Aux États-Unis, au début des années 30, en pleine Dépression, les films de gangster ont vraiment la cote auprès du public. Scarface, Haute-Pègre, Little Caesar... Autant dire que le public en redemande, il faut dire que la crise économique est passée par là, le public a besoin d'émotions fortes pour oublier la misère et les privations.
En 1931, The Public Enemy, réalisé par William A. Wellman pour le compte de la Warner Bros, eut un succès retentissant et propulsa James Cagney, alors débutant, sous le feu des projecteurs. En 1933, sous la houlette de Lloyd Bacon, il se distingue dans Picture Snatcher par son affriolante débauche d'énergie. C'est vrai, il est ici dans son élément, heureux comme un poisson dans l'eau, tant le film semble taillé à sa mesure. Ses clins d'œil et autres gimmicks, loin de n'être que des artefacts, s'imposent d'une façon si naturelle et participent au bagou du personnage.
Bien sûr, l'image du truand, sur laquelle la Warner Bros a brodé son succès, est encore présente dans l'esprit des producteurs. J'en veux pour preuve le titre sous lequel le film est sorti en France en 1937 : Un danger public. Si James Cagney a perdu son statut d'ennemi public, il n'en reste pas moins encore un danger pour la société… L'allusion au film de William A. Wellman est claire. Sans doute, les intentions des Frères Warner étaient-elles de surfer sur le succès du film de Wellman, en lui accolant un titre aux résonances similaires. Tous les subterfuges sont bons pour attirer le spectateur et faire entrer les dollars dans les caisses des producteurs.
Pourtant, si le film baigne encore dans les effluves sanglantes du gangstérisme qui ont marqué les années 30, avec une haletante course en voiture, et un tonitruant gunfight final, il s'en démarque néanmoins par le sujet traité. James Cagney n'est plus ce truand patenté et sans pitié qu’il affectionne tant, et qui trouvera son apothéose dans le sublime White Heat de Raoul Walsh. Dans Picture Snatcher, c'est un malfrat en manque de rédemption qui, après avoir purgé une peine de prison, veut définitivement tourner la page et rentrer dans le droit chemin. Au grand dam de ses acolytes qui, eux, vont tout faire pour le faire replonger….
Sans expérience, mais avec un courage qui frise l'inconscience, il s'engage alors dans une carrière de pigiste en tant que photographe, pour un journal people. Armé de son seul appareil photo et d'une obsession infaillible : arracher des photos que nul n'a jamais prises, s'aventurer là où personne n'ose s'aventurer, en s'affranchissant de toute morale.
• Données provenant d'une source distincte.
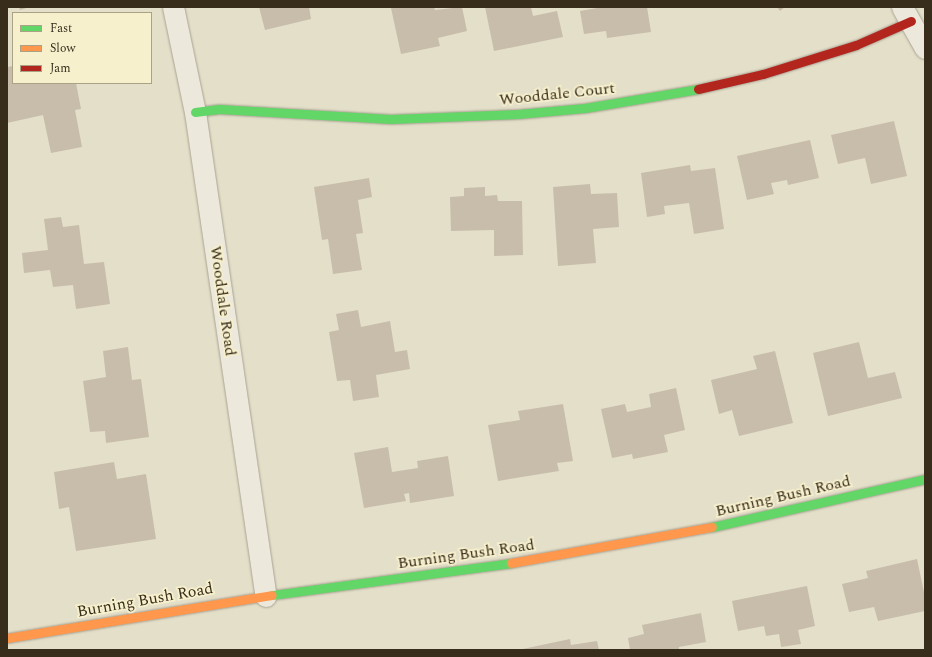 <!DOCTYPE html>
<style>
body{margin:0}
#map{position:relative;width:932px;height:657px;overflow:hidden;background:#e4dfc9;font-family:Spectral,serif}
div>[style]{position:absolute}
.building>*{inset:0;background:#c8bdaa}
.roads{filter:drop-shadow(0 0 1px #a9a393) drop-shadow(0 0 1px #a9a393)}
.street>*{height:21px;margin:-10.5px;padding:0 10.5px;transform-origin:10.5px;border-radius:10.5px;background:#ece8db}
.fast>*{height:9px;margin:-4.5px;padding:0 4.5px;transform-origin:4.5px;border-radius:4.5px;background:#63d668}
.slow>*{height:9px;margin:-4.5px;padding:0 4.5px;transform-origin:4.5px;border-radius:4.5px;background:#ff974d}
.jam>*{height:9px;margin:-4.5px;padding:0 4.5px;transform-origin:4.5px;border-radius:4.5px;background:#b3261e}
span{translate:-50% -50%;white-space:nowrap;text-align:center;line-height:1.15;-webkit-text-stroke:3.5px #f7f0cd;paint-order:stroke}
.street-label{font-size:16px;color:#382c1b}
.frame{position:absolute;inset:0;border:8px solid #382c1b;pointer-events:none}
.legend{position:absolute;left:12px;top:12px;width:140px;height:72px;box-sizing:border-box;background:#f7f0cd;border:1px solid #aba286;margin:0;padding:5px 7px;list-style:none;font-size:12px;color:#382c1b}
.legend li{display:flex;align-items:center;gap:8px;height:20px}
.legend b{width:20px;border:1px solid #aba286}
</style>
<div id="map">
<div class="building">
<i style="clip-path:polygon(19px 7px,30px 7px,20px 10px)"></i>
<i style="clip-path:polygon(259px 7px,309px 7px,311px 19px,265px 30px)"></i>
<i style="clip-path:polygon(395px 7px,434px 7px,435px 10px,462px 7px,467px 31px,438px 38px,440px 46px,401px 54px,391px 8px)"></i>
<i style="clip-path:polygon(485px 7px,531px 7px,533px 16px,557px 11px,563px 37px,494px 51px)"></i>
<i style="clip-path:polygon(603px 7px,647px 7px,651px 32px,607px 38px,606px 31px,584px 34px,580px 11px)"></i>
<i style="clip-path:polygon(777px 7px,785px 7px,780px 11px)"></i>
<i style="clip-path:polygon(13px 66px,13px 83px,76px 83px,81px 109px,75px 110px,82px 147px,51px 153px,43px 115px,7px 123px,7px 67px)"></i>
<i style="clip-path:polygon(894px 121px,907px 176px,871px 184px,865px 158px,838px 164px,831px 135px)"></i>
<i style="clip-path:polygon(810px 140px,819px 178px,788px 185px,787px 180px,771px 183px,774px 194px,747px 200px,737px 156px)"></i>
<i style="clip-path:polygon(690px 165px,691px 171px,715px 168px,724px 229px,694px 234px,689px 203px,664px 206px,665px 214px,647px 217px,641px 173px)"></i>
<i style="clip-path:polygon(369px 178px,372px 197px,358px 200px,363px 233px,356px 234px,362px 270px,333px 274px,328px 239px,322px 240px,314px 187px)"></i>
<i style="clip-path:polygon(590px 184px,591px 194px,617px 193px,619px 227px,593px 229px,596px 263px,558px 266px,553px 187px)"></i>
<i style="clip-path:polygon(485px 187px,485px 196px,497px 195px,498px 201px,522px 201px,523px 255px,494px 256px,494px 230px,451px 231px,450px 197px,464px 196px,464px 188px)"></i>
<i style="clip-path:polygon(61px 217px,63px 227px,79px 225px,84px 264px,104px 262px,110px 304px,76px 309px,73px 285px,53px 287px,50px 270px,24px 273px,22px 253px,48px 250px,44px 219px)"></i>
<i style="clip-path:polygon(358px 310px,361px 327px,390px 321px,395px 352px,407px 350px,410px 369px,376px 375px,379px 397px,353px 401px,350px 380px,337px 381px,329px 332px,339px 330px,336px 314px)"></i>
<i style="clip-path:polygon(859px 342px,868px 378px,895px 372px,902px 398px,828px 416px,813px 353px)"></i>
<i style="clip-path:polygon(128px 347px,132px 380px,141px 379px,149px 437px,106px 443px,105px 431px,90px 432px,83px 381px,106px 377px,103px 351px)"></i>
<i style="clip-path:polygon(775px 351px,793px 423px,739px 436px,732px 410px,719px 414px,711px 380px,757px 369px,753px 356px)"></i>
<i style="clip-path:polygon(676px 388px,685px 430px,664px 435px,668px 452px,633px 459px,632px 454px,612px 458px,601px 409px,625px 404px,627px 412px,651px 407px,649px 394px)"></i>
<i style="clip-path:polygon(563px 404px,573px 461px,557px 463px,559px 471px,498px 481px,488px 425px,520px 420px,518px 411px)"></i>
<i style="clip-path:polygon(388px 447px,392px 472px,418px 468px,417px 461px,448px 456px,454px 496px,410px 503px,409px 493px,404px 494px,406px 501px,364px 508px,354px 453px)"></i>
<i style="clip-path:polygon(114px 462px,117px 479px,146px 474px,156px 539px,76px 551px,69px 507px,59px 509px,54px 472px)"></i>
<i style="clip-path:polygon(917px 559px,925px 597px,925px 611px,878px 621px,874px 607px,849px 612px,842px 584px,868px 578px,866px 571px)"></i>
<i style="clip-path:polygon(807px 586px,815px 626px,798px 630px,801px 644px,781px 647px,779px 634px,766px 636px,764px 626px,738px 631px,732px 601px)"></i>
<i style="clip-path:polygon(701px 613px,706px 642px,679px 647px,679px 650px,630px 650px,628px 638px,644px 634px,642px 625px)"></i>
<i style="clip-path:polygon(570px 639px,571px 645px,597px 641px,599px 650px,518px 650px)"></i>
</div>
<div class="roads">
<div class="street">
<i style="left:173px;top:7px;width:107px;rotate:78.2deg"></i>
<i style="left:195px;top:112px;width:489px;rotate:81.7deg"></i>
<i style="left:902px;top:7px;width:47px;rotate:60.7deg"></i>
</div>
<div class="fast">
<i style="left:195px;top:112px;width:24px;rotate:-7deg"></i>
<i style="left:219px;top:109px;width:172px;rotate:3.3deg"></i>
<i style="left:391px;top:119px;width:127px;rotate:-2.3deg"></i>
<i style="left:518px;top:114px;width:67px;rotate:-5.1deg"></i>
<i style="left:585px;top:108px;width:115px;rotate:-9.5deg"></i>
<i style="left:712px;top:527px;width:218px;rotate:-12.7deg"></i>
<i style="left:272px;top:595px;width:241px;rotate:-7.6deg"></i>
</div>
<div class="slow">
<i style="left:511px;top:563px;width:204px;rotate:-10.2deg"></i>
<i style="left:7px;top:638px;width:268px;rotate:-9.2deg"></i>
</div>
<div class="jam">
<i style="left:698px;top:89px;width:67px;rotate:-13deg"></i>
<i style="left:763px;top:74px;width:97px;rotate:-17.3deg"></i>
<i style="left:856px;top:45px;width:60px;rotate:-23.6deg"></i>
</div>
</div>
<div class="street-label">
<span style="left:557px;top:94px;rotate:-6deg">Wooddale Court</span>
<span style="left:223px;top:301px;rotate:82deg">Wooddale Road</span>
<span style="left:783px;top:496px;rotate:-13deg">Burning Bush Road</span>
<span style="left:466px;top:554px;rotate:-8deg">Burning Bush Road</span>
<span style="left:145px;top:600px;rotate:-10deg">Burning Bush Road</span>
</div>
<div class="frame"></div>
<ul class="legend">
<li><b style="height:5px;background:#63d668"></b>Fast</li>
<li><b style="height:5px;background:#ff974d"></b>Slow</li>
<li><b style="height:5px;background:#b3261e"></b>Jam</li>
</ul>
</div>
Mine de rien, sous ses allures de comédie, le film dresse une satire féroce, impitoyable, du monde du journalisme, tout du moins d'une certaine forme de journalisme. Une critique toujours d'actualité et qui semble traverser les époques sans perdre de sa vigueur. Regardez le traitement journalistique de certaines affaires criminelles... (Voyez par exemple, comment dans l'affaire du petit Grégory, l'hystérie médiatique alimentée par une meute de journalistes en furie, se sentant investis d'une mission vindicative, a jeté Christine Villemin au pilori et comment certains journalistes ont dicté l'opinion publique pendant des années. Comment l'affaire a d'abord été jugée sur la place publique, dans les médias, avant d'être portée devant les tribunaux.)
La course effrénée au scoop, le goût pour les images choc, le penchant pour les sujets sordides, on peut dire que cette forme de journalisme n'a vraiment pas bonne presse. À juste titre d'ailleurs. L'effraction dans l'intime a ceci d'inquiétant, qu'elle s'accompagne le plus souvent d'un parfum de scandale, et qu'elle peut broyer, briser des vies humaines. (voir le personnage du suicidaire dans le film) La quasi-absence d'éthique pour arracher ces clichés aux goûts douteux peut nous amener à nous interroger sur ce qui motive le développement d'une telle presse. Elle est là pour étancher notre inextinguible soif de voyeurisme et satisfaire l'insatiable curiosité d'un public en quête de sensationnel.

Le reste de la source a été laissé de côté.